In the third section, Change, the measurement design (fixed content) of CTT-based scores was noted for introducing potential practice effects as an additional source of measurement error when assessing change. A longitudinal extension of the bifactor model (two-tier) assessed the influence of item-level residual dependencies over time, indicating that they should be accounted for in fixed-content, repeated-measures designs.12

Substantive and Theoretical Considerations

Having devoted considerable space to methodology, there are a couple noteworthy substantive and theoretical considerations. First, content-wise, some of the item design features of the FTP instrument may be reifications of the work – retirement disjunction itself. For example, FTP item features primarily conflate two historical conceptualizations of ‘cognitive extension’ (Wallace, 1956) and ‘future affectivity’ (Hooper, 1963, Unpublished). More generally, the relative impact of work – non-work valuation (affect) and short – long time horizons (cognitive) as common causes to work and retirement has not yet been comprehensively addressed. This accords with Wang and Shultz’s (2010) observation from their review of psychological paradigms of retirement research, “…very few studies that examined outcomes of retirement have incorporated factors that influenced the original retirement decision…This creates a logic gap because the reasons why people decide to retire would naturally influence how they evaluate outcomes associated with their retirement” (p. 176).
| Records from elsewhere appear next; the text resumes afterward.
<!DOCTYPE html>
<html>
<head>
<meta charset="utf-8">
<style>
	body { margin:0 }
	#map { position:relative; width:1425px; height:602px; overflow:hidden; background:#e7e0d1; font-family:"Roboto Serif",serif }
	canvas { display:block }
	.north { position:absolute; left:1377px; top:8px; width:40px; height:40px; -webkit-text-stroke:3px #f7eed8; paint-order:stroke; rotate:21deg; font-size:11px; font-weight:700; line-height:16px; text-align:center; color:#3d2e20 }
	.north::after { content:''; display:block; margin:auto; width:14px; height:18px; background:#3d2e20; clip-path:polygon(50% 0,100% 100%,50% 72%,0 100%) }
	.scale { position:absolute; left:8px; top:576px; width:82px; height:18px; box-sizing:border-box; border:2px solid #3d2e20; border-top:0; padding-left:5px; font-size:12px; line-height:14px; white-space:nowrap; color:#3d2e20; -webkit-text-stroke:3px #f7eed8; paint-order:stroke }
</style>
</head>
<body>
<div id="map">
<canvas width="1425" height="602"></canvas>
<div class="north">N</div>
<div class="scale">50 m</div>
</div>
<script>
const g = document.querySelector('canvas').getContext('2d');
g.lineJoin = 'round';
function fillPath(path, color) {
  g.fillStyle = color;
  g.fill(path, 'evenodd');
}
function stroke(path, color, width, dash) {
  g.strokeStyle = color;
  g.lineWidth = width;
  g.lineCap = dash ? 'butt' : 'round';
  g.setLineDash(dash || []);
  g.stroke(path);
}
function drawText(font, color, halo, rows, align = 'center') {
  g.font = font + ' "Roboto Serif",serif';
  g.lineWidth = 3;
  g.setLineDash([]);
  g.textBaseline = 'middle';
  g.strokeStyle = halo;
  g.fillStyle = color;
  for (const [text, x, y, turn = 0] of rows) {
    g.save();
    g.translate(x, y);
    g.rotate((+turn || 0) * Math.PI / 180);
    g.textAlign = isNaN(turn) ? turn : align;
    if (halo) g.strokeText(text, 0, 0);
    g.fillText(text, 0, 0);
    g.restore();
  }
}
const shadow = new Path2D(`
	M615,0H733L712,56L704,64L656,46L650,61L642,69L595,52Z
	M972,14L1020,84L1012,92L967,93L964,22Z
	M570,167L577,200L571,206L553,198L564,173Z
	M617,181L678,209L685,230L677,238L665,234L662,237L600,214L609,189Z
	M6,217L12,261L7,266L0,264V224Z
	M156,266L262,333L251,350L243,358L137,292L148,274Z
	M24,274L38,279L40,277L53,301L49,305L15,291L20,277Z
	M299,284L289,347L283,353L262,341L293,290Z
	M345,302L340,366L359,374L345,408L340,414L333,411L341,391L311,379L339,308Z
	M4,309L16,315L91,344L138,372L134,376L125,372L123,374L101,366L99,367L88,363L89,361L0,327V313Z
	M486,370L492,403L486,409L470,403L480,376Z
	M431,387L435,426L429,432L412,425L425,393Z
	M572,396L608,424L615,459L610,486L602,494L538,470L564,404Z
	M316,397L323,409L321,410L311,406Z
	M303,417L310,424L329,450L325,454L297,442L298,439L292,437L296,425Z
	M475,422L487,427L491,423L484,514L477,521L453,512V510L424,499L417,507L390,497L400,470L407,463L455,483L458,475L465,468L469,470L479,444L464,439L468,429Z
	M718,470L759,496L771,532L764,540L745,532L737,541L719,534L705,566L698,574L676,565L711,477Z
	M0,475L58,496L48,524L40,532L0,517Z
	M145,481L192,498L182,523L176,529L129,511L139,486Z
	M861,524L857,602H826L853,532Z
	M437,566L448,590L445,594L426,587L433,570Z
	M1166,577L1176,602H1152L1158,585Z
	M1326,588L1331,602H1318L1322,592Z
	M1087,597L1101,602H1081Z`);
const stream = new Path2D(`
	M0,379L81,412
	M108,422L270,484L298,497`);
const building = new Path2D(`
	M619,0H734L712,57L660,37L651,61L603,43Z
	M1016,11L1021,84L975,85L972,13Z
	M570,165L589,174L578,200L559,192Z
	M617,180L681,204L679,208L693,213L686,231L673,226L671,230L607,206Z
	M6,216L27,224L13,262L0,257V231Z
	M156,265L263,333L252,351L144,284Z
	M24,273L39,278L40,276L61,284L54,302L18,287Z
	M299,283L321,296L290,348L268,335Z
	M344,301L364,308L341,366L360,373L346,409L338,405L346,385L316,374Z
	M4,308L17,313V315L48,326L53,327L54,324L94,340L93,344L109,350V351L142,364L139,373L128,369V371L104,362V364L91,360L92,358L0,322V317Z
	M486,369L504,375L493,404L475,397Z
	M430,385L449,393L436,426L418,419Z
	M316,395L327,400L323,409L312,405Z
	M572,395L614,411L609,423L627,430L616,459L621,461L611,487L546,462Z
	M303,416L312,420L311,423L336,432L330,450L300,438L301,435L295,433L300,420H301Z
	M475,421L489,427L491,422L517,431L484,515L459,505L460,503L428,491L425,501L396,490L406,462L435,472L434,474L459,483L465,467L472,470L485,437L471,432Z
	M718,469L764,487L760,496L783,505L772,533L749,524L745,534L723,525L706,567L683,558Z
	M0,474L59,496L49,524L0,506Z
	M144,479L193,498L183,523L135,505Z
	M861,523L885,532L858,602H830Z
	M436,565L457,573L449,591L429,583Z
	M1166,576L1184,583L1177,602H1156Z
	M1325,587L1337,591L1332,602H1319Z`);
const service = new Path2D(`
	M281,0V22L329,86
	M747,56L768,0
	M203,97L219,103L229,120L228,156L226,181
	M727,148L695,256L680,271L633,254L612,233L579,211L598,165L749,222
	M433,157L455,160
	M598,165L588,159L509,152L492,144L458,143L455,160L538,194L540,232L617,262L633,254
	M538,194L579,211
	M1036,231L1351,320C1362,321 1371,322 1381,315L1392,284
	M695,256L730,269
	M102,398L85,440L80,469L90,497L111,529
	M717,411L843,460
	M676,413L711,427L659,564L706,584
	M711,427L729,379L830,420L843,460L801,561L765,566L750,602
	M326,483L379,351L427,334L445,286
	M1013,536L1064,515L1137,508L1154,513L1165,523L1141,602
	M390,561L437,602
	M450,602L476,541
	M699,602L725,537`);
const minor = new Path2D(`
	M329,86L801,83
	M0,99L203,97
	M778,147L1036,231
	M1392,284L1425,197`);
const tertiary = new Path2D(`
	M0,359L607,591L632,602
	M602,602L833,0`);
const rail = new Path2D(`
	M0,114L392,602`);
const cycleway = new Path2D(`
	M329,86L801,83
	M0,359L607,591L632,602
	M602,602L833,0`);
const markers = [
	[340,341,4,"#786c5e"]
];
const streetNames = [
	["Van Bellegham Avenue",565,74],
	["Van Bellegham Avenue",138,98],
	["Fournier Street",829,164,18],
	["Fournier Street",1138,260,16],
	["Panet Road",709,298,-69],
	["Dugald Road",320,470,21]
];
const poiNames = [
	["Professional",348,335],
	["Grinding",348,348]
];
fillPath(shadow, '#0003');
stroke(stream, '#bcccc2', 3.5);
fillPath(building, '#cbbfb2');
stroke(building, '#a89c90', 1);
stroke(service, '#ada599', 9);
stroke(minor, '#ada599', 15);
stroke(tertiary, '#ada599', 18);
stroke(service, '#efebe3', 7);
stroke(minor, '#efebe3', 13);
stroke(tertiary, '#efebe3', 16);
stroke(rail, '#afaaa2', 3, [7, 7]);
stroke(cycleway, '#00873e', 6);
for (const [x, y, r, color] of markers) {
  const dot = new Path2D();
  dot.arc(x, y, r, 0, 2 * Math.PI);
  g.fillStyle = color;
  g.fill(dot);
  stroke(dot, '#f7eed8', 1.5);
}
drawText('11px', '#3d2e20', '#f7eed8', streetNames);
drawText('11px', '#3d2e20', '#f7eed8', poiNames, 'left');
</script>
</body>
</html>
It may also be helpful to begin calibrating temporal research designs with focal constructs and attendant theories. For example, Ram and Grimm (2015) recently outlined a taxonomy of change processes from lifespan theory conceptions, with three heuristic examples of: (1) incremental, (2) transformational, and (3) stability-maintenance. Socio- emotional selectivity theory, of which FTP is a “cardinal tenet” (Carstensen et al., 1999, p. 167) may be most accurately associated with ‘incremental’ change processes. However, the original adaptation of FTP to workspace (Occupational-FTP) consistently characterizes the construct as “state-like” (Zacher and Frese, 2009, p. 148). The distinction is important, because state-like conceptualizations favor stability-maintenance change process models, which generally concerns intra-individual variability, registered on smaller time-scales, and with more frequent assessments (e.g., experience sampling, sensory data, etc.). In contrast, Weikamp and Göritz’s 4-year study is a fairly moderate-large timescale for human lifespan. In short, in as much as worklife is subordinate to biologic life, a change in focal construct conceptualization has implications for the optimal change-process model that is applied (c.f., Ekerdt, 2004).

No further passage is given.